Field hockey in India refers to two teams, the India men's national field hockey team and the India women's national field hockey team.

In July 2018, Indian state Odisha wrote a letter to Prime Minister Narendra Modi urging him to declare field hockey as the national sport of India. The state government of Odisha has been supporting India's national field hockey team from February 2018 till next five years. The 2018 Men's Hockey World Cup was held in the Odisha capital Bhubaneswar between 28 November and 16 December and culminated with Belgium as World Champions defeating Netherlands in the finals. Field hockey was believed to be India's National sport but this was debunked by the Ministry of Youth Affairs and Sports, which confirmed that it had not declared any sport or game as the national sport.

Management

New Committee (IOA)
The Indian Olympic Association appointed a new five-member national selection committee. This panel will work in conjunction with the International Hockey Federation in managing field hockey in India.
The panel was headed by Aslam Sher Khan, a former MP and former hockey captain and includes Ashok Kumar, Ajit Pal Singh, Zafar Iqbal and Dhanraj Pillay. Aslam Sher Khan has now been replaced by Ajit Pal Singh as the chairman of the national selection committee. Aslam Sher Khan was highly displeased by this decision, though he remained as a selector.
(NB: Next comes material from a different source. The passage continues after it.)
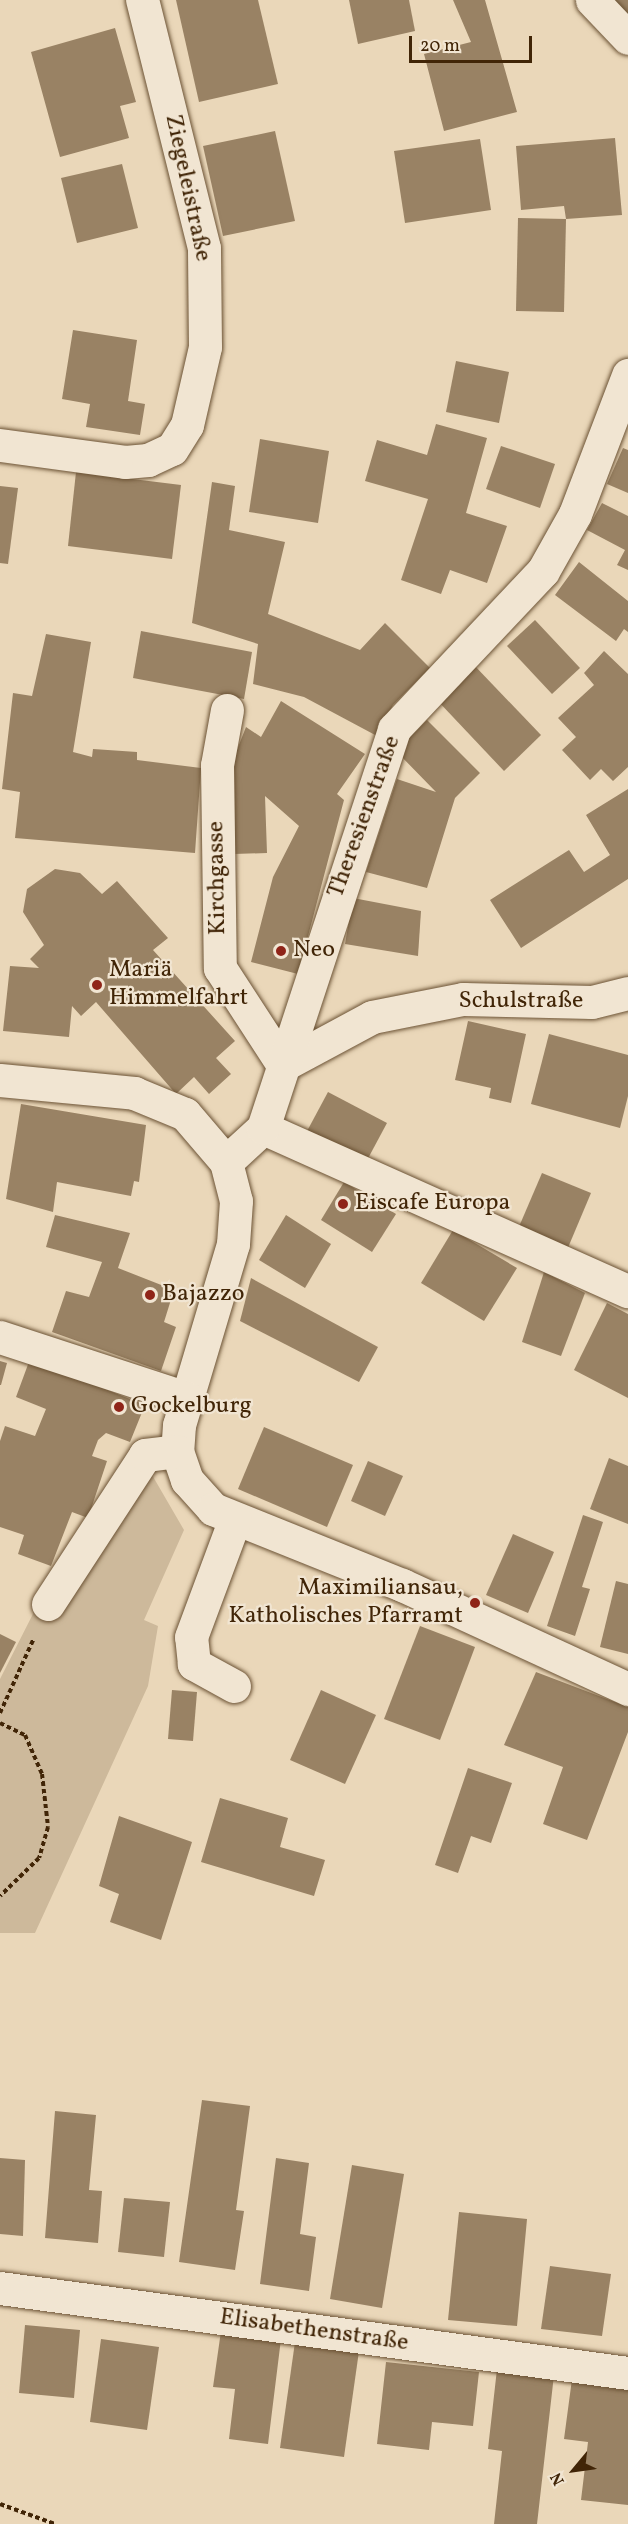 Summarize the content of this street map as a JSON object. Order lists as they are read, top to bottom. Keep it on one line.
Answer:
{"streets":{"street":["Ziegeleistraße","Theresienstraße","Kirchgasse","Schulstraße","Elisabethenstraße"]},"crossings":[["Theresienstraße","Kirchgasse"],["Theresienstraße","Schulstraße"],["Kirchgasse","Schulstraße"]],"places":["Neo","Mariä Himmelfahrt","Eiscafe Europa","Bajazzo","Gockelburg","Maximiliansau, Katholisches Pfarramt"],"scale_bar":"20 m","north":"bottom left"}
On 30 April 2008, in an interview with India Today, Khan indicated the impact of the 2007 film about the National Women's Hockey Team, Chak De India, on his future strategy by stating that he wants "to create a 'Chak De' effect" within Indian hockey.

National teams

National men's team

The Indian Hockey Team is the national men's hockey team of India. It was the first non-European team to be a part of the International Hockey Federation. In 1928, the team won its first Olympic gold medal. From 1928 to 1956, was the golden period for the Indian Hockey team. The Indian men's team remained unbeaten in the Olympics, gaining six gold medals in a row. The Indian team has won a total of eight gold, one silver and three bronze medals in Olympics.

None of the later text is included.